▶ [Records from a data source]
● ● ● ●
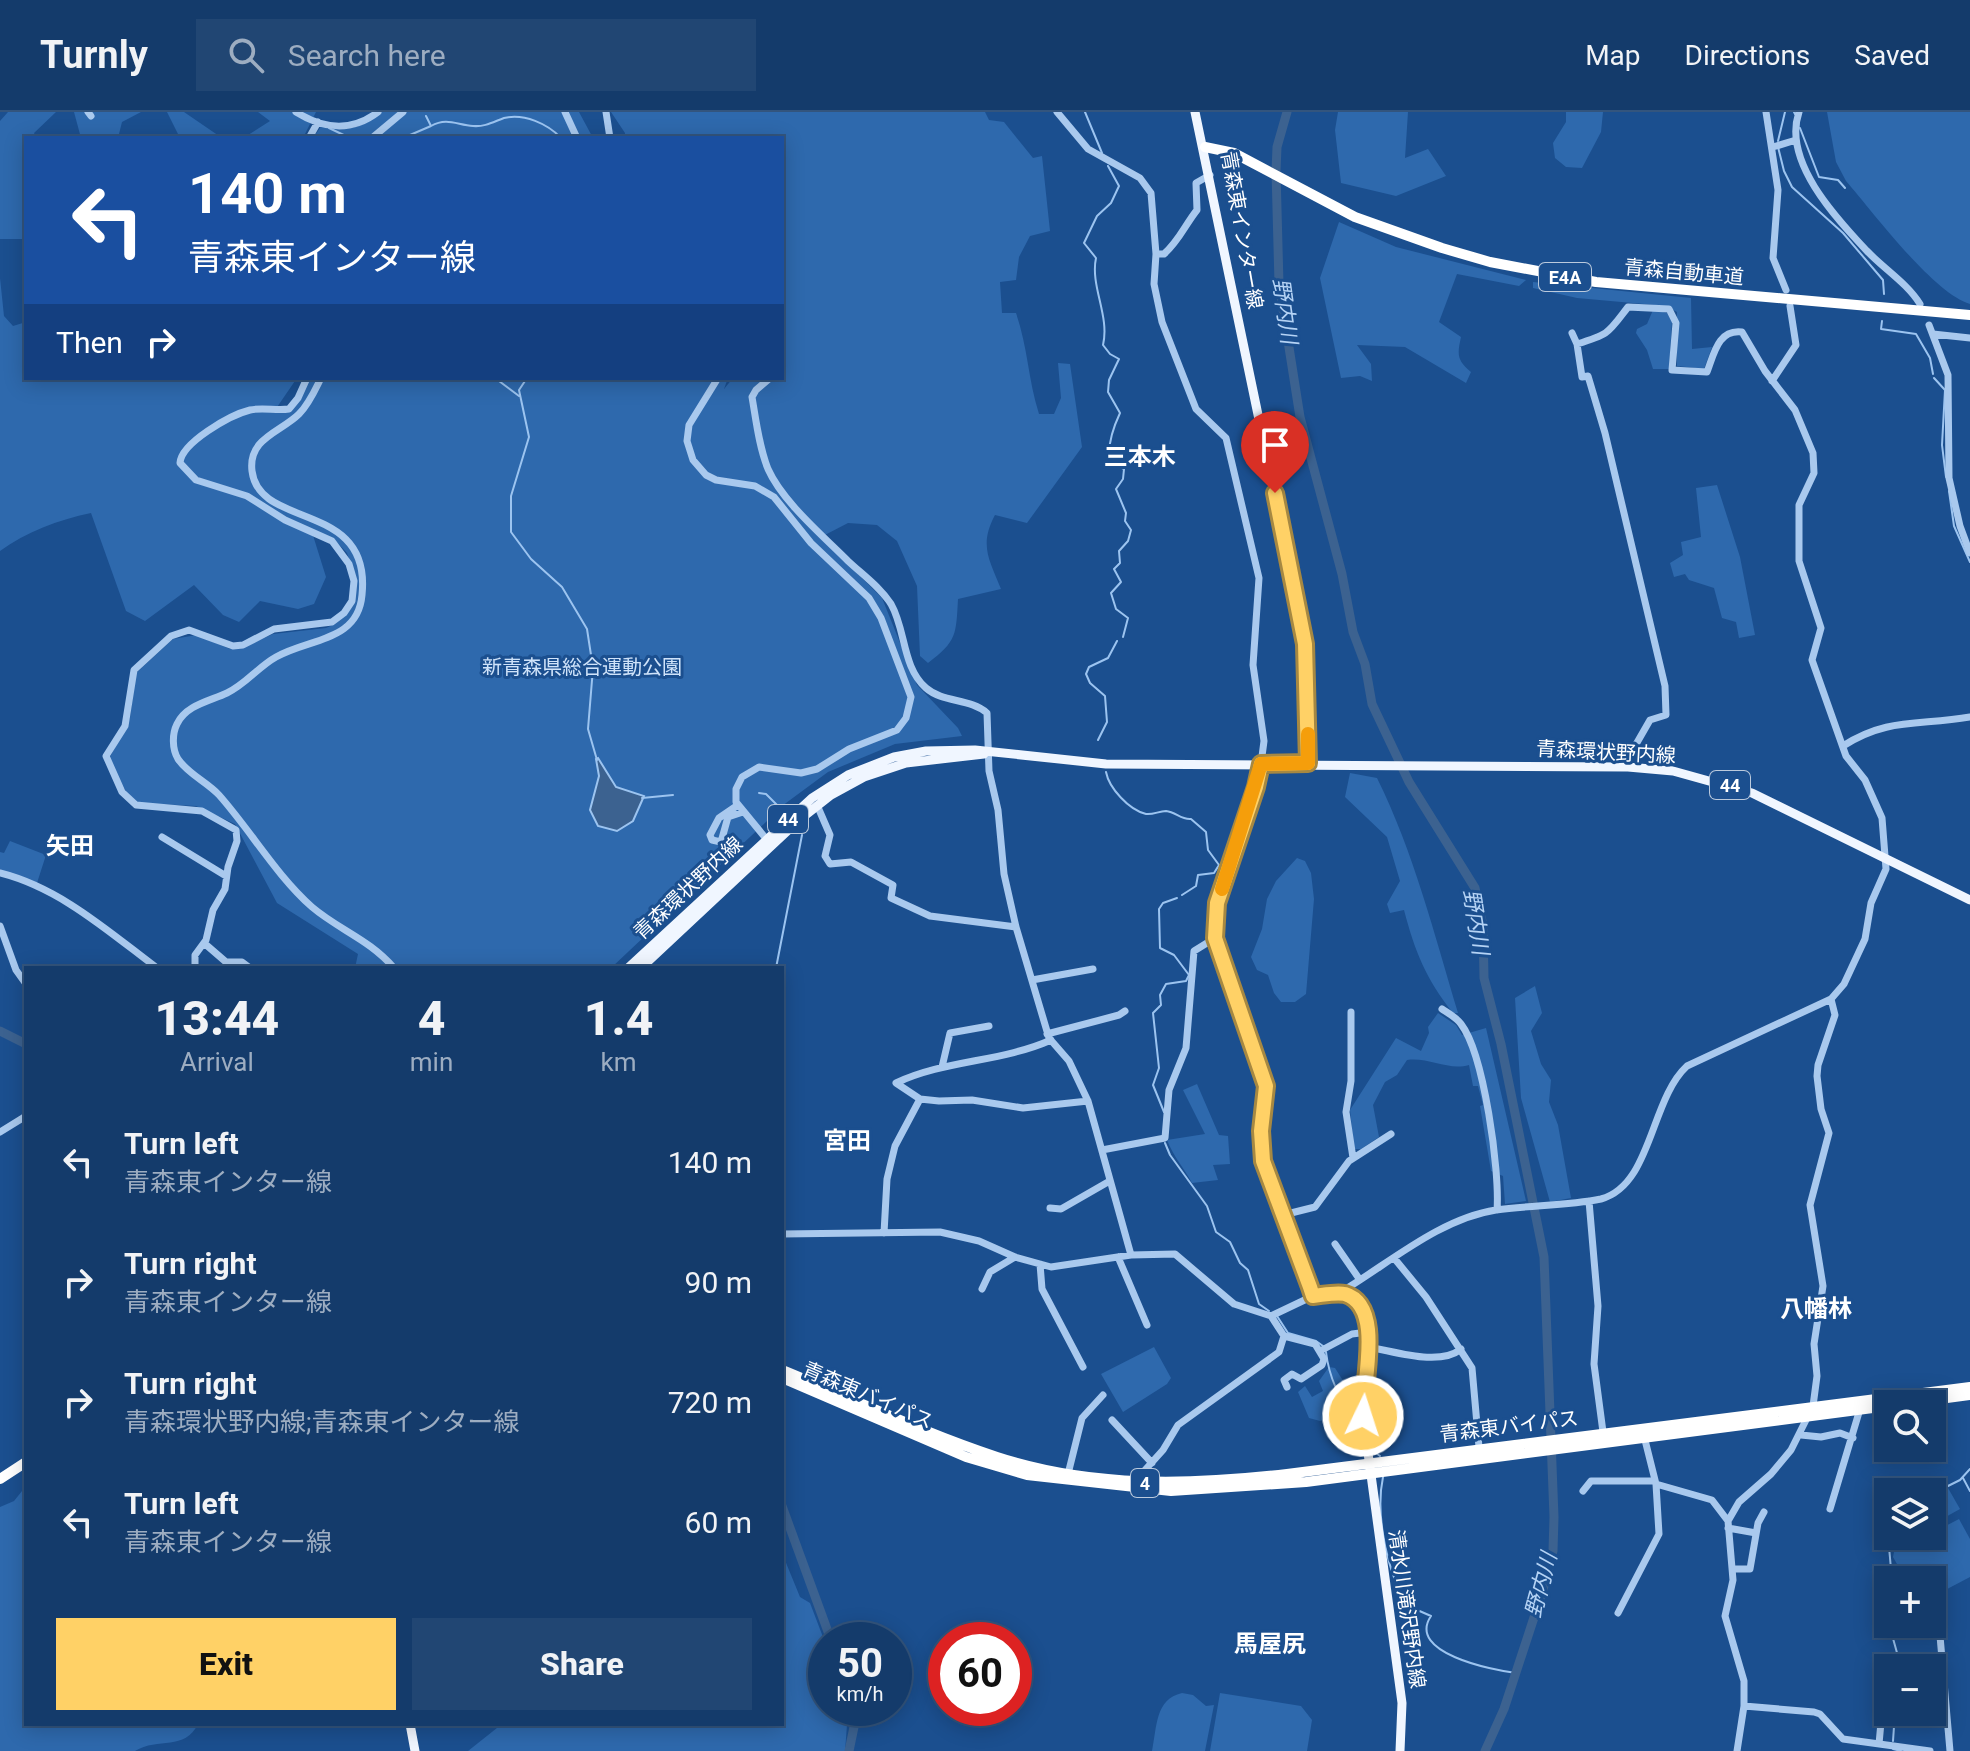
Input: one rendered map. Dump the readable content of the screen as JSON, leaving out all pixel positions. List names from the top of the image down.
{
  "streets": {
    "highway": [
      "青森東インター線",
      "青森自動車道",
      "E4A",
      "青森東バイパス",
      "4"
    ],
    "main road": ["青森環状野内線", "44", "清水川滝沢野内線"]
  },
  "crossings": [
    ["青森東インター線", "青森自動車道"],
    ["青森東インター線", "青森環状野内線"],
    ["青森東インター線", "44"],
    ["青森環状野内線", "44"],
    ["青森東バイパス", "清水川滝沢野内線"]
  ],
  "districts": [
    "三本木",
    "矢田",
    "宮田",
    "八幡林",
    "馬屋尻"
  ],
  "water": ["野内川"],
  "parks": ["新青森県総合運動公園"],
  "page": {
    "header": "Turnly",
    "search": "Search here",
    "nav": ["Map", "Directions", "Saved"],
    "turn": ["140 m", "青森東インター線"],
    "then": "Then",
    "eta": [
      "13:44",
      "Arrival",
      "4",
      "min",
      "1.4",
      "km"
    ],
    "list": [
      {
        "name": "Turn left",
        "note": "青森東インター線",
        "value": "140 m"
      },
      {
        "name": "Turn right",
        "note": "青森東インター線",
        "value": "90 m"
      },
      {
        "name": "Turn right",
        "note": "青森環状野内線;青森東インター線",
        "value": "720 m"
      },
      {
        "name": "Turn left",
        "note": "青森東インター線",
        "value": "60 m"
      }
    ],
    "map_buttons": ["+", "−"],
    "buttons": ["Exit", "Share"],
    "speed": "50 km/h",
    "limit": "60"
  }
}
● ● ● ●
▶ [WHAT IS EXPECTED]
Give every record again word for word, pictures excluded.

▶ [ANSWER SECTION]
Input: one rendered map. Dump the readable content of the screen as JSON, leaving out all pixel positions. List names from the top of the image down.
{
  "streets": {
    "highway": [
      "青森東インター線",
      "青森自動車道",
      "E4A",
      "青森東バイパス",
      "4"
    ],
    "main road": ["青森環状野内線", "44", "清水川滝沢野内線"]
  },
  "crossings": [
    ["青森東インター線", "青森自動車道"],
    ["青森東インター線", "青森環状野内線"],
    ["青森東インター線", "44"],
    ["青森環状野内線", "44"],
    ["青森東バイパス", "清水川滝沢野内線"]
  ],
  "districts": [
    "三本木",
    "矢田",
    "宮田",
    "八幡林",
    "馬屋尻"
  ],
  "water": ["野内川"],
  "parks": ["新青森県総合運動公園"],
  "page": {
    "header": "Turnly",
    "search": "Search here",
    "nav": ["Map", "Directions", "Saved"],
    "turn": ["140 m", "青森東インター線"],
    "then": "Then",
    "eta": [
      "13:44",
      "Arrival",
      "4",
      "min",
      "1.4",
      "km"
    ],
    "list": [
      {
        "name": "Turn left",
        "note": "青森東インター線",
        "value": "140 m"
      },
      {
        "name": "Turn right",
        "note": "青森東インター線",
        "value": "90 m"
      },
      {
        "name": "Turn right",
        "note": "青森環状野内線;青森東インター線",
        "value": "720 m"
      },
      {
        "name": "Turn left",
        "note": "青森東インター線",
        "value": "60 m"
      }
    ],
    "map_buttons": ["+", "−"],
    "buttons": ["Exit", "Share"],
    "speed": "50 km/h",
    "limit": "60"
  }
}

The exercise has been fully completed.